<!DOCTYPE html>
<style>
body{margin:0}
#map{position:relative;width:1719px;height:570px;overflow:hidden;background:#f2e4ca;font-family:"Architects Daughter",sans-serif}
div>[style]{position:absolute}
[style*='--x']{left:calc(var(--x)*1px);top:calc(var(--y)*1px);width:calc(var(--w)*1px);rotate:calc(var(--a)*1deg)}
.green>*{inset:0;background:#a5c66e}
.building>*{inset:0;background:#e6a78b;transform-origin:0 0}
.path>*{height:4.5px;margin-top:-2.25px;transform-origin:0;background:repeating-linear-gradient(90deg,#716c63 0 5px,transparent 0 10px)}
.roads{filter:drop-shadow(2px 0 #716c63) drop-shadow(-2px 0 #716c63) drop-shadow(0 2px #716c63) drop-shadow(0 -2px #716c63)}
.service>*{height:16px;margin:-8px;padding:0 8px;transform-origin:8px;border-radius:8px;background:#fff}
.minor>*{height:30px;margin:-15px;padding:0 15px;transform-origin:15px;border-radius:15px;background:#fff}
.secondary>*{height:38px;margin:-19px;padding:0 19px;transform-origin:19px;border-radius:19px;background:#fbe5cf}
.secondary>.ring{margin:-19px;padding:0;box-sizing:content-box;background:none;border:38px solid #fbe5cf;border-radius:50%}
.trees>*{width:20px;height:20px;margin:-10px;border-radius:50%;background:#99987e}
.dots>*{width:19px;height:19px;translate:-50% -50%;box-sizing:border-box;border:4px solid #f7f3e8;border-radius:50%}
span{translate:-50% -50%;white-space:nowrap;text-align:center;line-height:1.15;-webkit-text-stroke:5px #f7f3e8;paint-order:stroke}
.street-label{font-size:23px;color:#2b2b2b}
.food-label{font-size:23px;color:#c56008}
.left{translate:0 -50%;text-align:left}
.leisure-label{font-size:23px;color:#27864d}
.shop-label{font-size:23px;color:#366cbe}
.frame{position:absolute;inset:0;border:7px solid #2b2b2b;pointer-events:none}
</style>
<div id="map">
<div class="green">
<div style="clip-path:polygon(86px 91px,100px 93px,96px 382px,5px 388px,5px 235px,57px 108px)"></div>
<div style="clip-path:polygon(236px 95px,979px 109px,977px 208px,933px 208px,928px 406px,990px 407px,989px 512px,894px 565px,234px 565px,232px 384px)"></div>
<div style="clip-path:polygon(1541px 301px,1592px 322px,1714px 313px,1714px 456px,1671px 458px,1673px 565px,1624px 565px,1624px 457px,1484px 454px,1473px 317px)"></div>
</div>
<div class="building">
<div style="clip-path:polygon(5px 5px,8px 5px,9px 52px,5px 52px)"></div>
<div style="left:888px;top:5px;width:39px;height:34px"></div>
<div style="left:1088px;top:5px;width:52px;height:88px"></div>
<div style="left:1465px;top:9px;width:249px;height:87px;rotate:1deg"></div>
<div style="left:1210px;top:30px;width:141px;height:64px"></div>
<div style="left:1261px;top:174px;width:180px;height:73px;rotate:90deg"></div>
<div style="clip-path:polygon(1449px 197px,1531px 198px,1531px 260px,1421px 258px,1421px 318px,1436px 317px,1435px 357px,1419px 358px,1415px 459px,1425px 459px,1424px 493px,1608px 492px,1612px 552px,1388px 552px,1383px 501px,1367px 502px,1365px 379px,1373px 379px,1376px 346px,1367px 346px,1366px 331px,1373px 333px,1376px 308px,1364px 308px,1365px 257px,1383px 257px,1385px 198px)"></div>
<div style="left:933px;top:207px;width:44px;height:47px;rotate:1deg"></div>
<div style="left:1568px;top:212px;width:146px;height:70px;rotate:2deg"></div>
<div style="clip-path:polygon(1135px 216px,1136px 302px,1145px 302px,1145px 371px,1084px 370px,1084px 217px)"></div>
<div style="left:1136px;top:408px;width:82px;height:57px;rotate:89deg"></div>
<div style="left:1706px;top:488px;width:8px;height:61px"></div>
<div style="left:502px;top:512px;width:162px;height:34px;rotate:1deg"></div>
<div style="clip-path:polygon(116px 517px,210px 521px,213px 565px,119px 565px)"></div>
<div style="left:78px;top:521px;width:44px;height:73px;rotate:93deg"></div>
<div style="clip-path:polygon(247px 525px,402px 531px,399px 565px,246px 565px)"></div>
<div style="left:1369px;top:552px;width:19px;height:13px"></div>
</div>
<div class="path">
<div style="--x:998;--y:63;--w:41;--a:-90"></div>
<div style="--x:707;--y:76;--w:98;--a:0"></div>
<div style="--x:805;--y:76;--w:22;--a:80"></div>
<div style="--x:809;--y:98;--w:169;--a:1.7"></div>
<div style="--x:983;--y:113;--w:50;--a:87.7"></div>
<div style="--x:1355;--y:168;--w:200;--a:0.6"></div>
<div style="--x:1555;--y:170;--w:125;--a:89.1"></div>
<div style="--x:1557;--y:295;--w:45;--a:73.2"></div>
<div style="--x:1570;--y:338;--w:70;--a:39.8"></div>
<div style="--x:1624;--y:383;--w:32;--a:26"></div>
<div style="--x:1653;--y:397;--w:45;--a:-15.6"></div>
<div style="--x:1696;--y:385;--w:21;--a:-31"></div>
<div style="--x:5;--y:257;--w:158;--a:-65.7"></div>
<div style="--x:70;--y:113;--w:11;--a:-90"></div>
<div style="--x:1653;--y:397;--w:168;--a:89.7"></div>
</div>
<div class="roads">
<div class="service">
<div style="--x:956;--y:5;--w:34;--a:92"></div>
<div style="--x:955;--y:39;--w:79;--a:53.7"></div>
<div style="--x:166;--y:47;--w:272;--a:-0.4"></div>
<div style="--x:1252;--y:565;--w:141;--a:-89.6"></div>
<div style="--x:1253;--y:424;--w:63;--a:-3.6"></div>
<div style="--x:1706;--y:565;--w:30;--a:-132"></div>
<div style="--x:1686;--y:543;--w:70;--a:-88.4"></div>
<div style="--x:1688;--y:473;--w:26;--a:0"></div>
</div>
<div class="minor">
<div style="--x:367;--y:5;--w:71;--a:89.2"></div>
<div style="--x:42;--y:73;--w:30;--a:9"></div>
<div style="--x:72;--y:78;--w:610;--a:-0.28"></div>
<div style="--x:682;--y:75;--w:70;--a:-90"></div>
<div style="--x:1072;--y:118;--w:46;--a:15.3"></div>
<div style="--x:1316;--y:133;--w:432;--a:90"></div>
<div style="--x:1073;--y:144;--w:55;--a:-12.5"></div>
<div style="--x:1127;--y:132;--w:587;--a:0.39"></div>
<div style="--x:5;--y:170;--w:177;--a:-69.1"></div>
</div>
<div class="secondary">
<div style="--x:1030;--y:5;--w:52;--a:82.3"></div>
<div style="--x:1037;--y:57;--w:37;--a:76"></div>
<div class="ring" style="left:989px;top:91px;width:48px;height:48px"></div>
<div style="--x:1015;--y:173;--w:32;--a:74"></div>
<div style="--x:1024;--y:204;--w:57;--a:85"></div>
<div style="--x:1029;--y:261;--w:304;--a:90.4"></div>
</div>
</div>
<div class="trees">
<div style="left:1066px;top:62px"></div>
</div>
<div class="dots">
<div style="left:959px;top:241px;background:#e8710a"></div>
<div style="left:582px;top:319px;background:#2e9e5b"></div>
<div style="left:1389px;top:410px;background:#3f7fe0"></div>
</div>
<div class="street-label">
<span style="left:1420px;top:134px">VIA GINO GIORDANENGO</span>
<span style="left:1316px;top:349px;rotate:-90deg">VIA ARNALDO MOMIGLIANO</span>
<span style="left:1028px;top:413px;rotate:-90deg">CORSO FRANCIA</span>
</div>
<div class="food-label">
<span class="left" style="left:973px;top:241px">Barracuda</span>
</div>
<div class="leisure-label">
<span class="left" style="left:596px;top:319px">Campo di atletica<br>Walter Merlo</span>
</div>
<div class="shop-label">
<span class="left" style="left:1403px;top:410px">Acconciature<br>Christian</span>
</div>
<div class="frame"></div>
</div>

====

The required output is the set of lines from the first line of the data through the line that contains "0 #716c63) drop-shadow(-2px", transcribed exactly.

<!DOCTYPE html>
<style>
body{margin:0}
#map{position:relative;width:1719px;height:570px;overflow:hidden;background:#f2e4ca;font-family:"Architects Daughter",sans-serif}
div>[style]{position:absolute}
[style*='--x']{left:calc(var(--x)*1px);top:calc(var(--y)*1px);width:calc(var(--w)*1px);rotate:calc(var(--a)*1deg)}
.green>*{inset:0;background:#a5c66e}
.building>*{inset:0;background:#e6a78b;transform-origin:0 0}
.path>*{height:4.5px;margin-top:-2.25px;transform-origin:0;background:repeating-linear-gradient(90deg,#716c63 0 5px,transparent 0 10px)}
.roads{filter:drop-shadow(2px 0 #716c63) drop-shadow(-2px 0 #716c63) drop-shadow(0 2px #716c63) drop-shadow(0 -2px #716c63)}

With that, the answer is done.